## EXERCISE REQUIREMENTS:
Can you pull out each line of the data below that includes the word "display"?

□ □ □ □

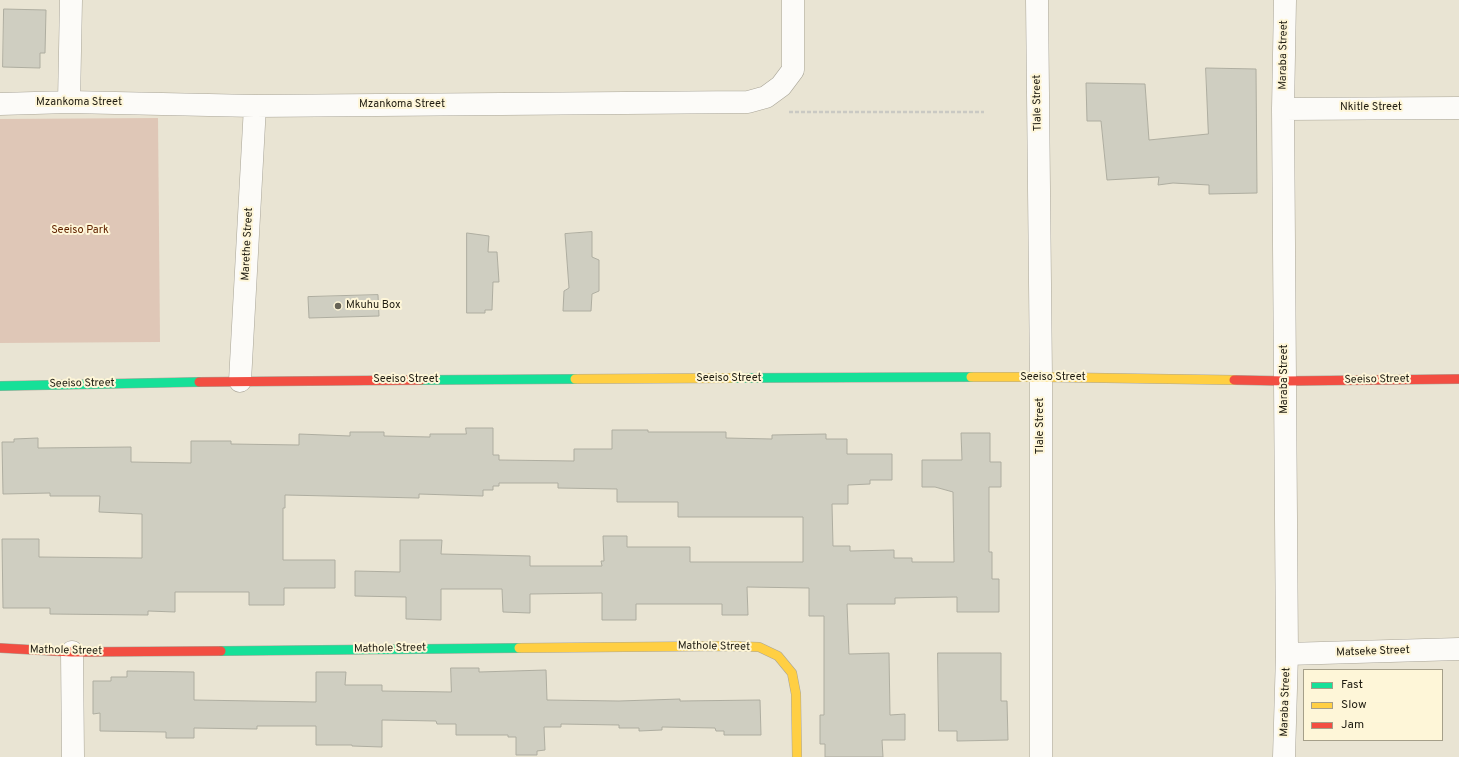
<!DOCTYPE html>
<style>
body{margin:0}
#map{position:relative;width:1459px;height:757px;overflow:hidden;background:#e9e4d3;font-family:Overpass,sans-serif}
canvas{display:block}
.legend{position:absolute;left:1303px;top:669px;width:140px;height:72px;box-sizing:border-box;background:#fef6d8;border:1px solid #a59f89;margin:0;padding:5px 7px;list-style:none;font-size:12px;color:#201d12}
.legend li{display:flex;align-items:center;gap:8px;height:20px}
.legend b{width:20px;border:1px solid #a59f89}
</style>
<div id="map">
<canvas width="1459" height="757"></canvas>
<ul class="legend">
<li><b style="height:5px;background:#16e098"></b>Fast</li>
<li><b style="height:5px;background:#ffcf43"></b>Slow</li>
<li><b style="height:5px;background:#f24e42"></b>Jam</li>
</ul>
</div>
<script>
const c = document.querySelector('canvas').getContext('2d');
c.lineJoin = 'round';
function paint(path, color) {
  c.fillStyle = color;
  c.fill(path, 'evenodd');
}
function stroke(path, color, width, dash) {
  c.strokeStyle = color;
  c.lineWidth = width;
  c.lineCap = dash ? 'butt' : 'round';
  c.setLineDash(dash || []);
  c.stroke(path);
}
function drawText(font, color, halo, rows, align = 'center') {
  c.font = font + ' Overpass,sans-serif';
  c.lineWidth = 4;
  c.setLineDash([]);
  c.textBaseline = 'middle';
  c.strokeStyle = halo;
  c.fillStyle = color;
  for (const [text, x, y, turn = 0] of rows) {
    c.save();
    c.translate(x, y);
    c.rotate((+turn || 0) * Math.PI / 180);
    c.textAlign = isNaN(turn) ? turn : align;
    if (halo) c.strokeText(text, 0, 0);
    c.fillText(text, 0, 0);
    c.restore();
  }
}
paint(new Path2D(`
 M 158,118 L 160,342 L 0,343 L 0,119 Z`), '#dfc7b7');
const building = new Path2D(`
 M 4,9 L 46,10 L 45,53 L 40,53 L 40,68 L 3,67 Z
 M 1206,68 L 1256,69 L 1257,193 L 1209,194 L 1209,185 L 1173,183 L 1158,185 L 1159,177 L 1107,180 L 1101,121 L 1087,121 L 1086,83 L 1145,84 L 1149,140 L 1208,134 Z
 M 592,232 L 592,257 L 599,260 L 599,291 L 592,294 L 591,311 L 563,311 L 564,291 L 569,288 L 565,234 Z
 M 467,233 L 489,236 L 488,252 L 497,252 L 499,282 L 493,282 L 492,310 L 485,310 L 485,313 L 467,313 Z
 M 378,295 L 379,316 L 309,318 L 308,297 Z
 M 466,428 L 493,428 L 493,455 L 499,455 L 499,460 L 574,461 L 574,449 L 612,449 L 612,430 L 648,430 L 648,432 L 726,432 L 726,438 L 772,439 L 772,435 L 826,434 L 826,439 L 847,439 L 847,454 L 892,454 L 892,480 L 870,480 L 870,484 L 848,485 L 848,504 L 832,504 L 833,546 L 850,546 L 850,551 L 894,550 L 894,558 L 912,558 L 912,562 L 954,562 L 953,492 L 935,487 L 922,487 L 922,460 L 962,460 L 961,433 L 990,433 L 990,462 L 1001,462 L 1001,487 L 989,487 L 989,552 L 992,552 L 992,579 L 999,579 L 999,612 L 957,612 L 957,597 L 895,598 L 895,604 L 847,604 L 849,654 L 889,653 L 890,715 L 905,714 L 905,740 L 882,740 L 883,757 L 825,757 L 825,744 L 820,744 L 820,715 L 824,715 L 824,616 L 809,616 L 809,588 L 747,587 L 748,615 L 722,615 L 722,604 L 636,604 L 636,620 L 602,620 L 602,593 L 530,594 L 530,613 L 503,612 L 502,589 L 441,589 L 441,620 L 406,619 L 406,597 L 355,596 L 355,571 L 400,572 L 400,540 L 442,540 L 441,554 L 530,556 L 530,566 L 602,566 L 601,561 L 604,561 L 603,536 L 627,536 L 627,547 L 690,547 L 690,562 L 803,562 L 803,517 L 678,517 L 678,502 L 617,502 L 617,489 L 558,488 L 558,483 L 499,483 L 499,486 L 493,486 L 493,490 L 483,490 L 483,496 L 419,494 L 419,498 L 285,495 L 285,508 L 283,508 L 283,560 L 335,560 L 335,588 L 284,588 L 284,605 L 249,605 L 249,592 L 175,592 L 175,612 L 148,611 L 148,615 L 50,614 L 50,608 L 3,608 L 2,539 L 39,539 L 39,557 L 142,558 L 142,514 L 99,512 L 100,496 L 50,496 L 50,493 L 3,494 L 2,442 L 14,442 L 14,439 L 38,438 L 38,448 L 131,447 L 131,462 L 191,463 L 191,441 L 231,441 L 231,444 L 299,445 L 299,434 L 350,436 L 350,432 L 384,432 L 384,436 L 430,437 L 430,434 L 466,434 Z
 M 938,653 L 1001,653 L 1001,701 L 1007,701 L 1008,740 L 957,741 L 957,731 L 939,731 Z
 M 451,668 L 479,668 L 479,672 L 546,670 L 547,700 L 619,701 L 680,699 L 680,701 L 760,700 L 761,735 L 724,735 L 724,731 L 716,731 L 715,728 L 662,727 L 662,730 L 639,731 L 639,728 L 619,728 L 619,725 L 561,724 L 561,727 L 544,727 L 545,750 L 537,751 L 537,755 L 516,755 L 516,737 L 508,737 L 508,735 L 456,735 L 456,724 L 437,724 L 436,721 L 382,720 L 382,747 L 352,746 L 352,745 L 316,745 L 316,726 L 257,726 L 257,729 L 194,728 L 194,738 L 166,738 L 166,732 L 100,731 L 100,713 L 93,714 L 93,681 L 111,681 L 111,677 L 127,677 L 127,671 L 194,672 L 194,700 L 316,702 L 316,672 L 346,672 L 345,685 L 382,685 L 382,691 L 451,692 Z`);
paint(building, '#cfcec1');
stroke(building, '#aeada0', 1);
const street = new Path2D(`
 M 1037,0 L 1041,377 L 1041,757
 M 69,102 L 71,0
 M 0,104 L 69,102 L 255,106 L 748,102 L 766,97 L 781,86 L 793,70 L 793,0
 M 1283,109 L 1459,108
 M 240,381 L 255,106
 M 72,652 L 73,757
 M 1287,654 L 1459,649
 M 1284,757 L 1287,654 L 1283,109 L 1285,0`);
const fast = new Path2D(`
 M 732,378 L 971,377
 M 421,380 L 575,379
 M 0,386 L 199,382
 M 221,651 L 519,648`);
const slow = new Path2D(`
 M 971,377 L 1041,377 L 1234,380
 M 575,379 L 732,378
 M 519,648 L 730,646 L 759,647 L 778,656 L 792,673 L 796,694 L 797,757`);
const jam = new Path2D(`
 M 1234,380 L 1286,381 L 1459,379
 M 199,382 L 421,380
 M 0,648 L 72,652 L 221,651`);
stroke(street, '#a9a598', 23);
stroke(fast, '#a9a598', 10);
stroke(slow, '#a9a598', 10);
stroke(jam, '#a9a598', 10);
stroke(new Path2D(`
 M 789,112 L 984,112`), '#cac9c3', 2.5, [4, 2]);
stroke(street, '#fcfbf8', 22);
stroke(fast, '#16e098', 9);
stroke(slow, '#ffcf43', 9);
stroke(jam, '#f24e42', 9);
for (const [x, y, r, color] of [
 [338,306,4,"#666356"]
]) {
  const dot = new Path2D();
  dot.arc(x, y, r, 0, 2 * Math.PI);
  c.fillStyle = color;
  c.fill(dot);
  stroke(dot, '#fef6d8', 1.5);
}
drawText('11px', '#201d12', '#fef6d8', [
 ["Maraba Street",1284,55,-89],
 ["Mzankoma Street",79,103],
 ["Tlale Street",1038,103,-91],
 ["Mzankoma Street",402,105],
 ["Nkitle Street",1371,108],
 ["Marethe Street",248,244,-87],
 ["Seeiso Street",1053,378],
 ["Seeiso Street",729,379],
 ["Maraba Street",1285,379,-90],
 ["Seeiso Street",406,380],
 ["Seeiso Street",1377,380,-1],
 ["Seeiso Street",82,384,-1],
 ["Tlale Street",1041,426,-90],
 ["Mathole Street",714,647,1],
 ["Mathole Street",390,649,-1],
 ["Mathole Street",66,651,1],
 ["Matseke Street",1373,652,-2],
 ["Maraba Street",1286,702,-88]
]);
drawText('11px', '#632502', '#fef6d8', [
 ["Seeiso Park",80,231]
]);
drawText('11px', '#201d12', '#fef6d8', [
 ["Mkuhu Box",346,306]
], 'left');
</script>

□ □ □ □

## EXERCISE SOLUTION:
canvas{display:block}
.legend li{display:flex;align-items:center;gap:8px;height:20px}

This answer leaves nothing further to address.